WHAT IS BEING ASKED ▸ Repeat, line for line, the entries below from the first line to the line containing "Map reading. Give", counting both ends.

Stored data entries:
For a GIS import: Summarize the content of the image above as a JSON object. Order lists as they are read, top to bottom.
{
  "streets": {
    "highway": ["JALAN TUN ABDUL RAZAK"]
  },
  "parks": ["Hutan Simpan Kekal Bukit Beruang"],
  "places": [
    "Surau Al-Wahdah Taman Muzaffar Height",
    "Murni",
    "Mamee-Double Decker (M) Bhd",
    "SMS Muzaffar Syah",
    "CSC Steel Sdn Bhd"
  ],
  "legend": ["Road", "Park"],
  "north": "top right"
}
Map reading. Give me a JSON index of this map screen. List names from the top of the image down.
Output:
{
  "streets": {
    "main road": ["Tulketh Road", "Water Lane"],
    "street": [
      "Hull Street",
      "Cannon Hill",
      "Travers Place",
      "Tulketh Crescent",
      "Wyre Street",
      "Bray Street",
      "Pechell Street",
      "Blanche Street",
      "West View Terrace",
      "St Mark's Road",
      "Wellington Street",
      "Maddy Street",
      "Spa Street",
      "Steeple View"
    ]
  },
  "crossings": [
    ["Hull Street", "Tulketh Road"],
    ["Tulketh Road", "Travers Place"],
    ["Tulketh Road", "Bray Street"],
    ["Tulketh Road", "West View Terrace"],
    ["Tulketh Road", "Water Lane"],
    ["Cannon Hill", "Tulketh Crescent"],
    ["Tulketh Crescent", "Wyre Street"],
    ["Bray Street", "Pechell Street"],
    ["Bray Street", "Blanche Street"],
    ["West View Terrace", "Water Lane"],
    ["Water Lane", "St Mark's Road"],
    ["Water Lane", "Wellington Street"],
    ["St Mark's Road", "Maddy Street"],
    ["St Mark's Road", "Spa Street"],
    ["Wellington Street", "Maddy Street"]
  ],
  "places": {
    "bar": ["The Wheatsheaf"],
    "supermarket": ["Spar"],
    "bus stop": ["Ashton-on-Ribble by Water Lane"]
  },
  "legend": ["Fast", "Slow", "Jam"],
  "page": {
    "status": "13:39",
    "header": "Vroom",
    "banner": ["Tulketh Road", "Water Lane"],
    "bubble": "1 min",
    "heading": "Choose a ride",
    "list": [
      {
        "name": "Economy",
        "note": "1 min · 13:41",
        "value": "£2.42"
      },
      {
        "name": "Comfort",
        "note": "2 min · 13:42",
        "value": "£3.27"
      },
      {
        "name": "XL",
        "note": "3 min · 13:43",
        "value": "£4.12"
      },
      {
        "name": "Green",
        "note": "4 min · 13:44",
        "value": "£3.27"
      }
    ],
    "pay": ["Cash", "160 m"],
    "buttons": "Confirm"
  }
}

YOUR RESPONSE ▸
For a GIS import: Summarize the content of the image above as a JSON object. Order lists as they are read, top to bottom.
{
  "streets": {
    "highway": ["JALAN TUN ABDUL RAZAK"]
  },
  "parks": ["Hutan Simpan Kekal Bukit Beruang"],
  "places": [
    "Surau Al-Wahdah Taman Muzaffar Height",
    "Murni",
    "Mamee-Double Decker (M) Bhd",
    "SMS Muzaffar Syah",
    "CSC Steel Sdn Bhd"
  ],
  "legend": ["Road", "Park"],
  "north": "top right"
}
Map reading. Give me a JSON index of this map screen. List names from the top of the image down.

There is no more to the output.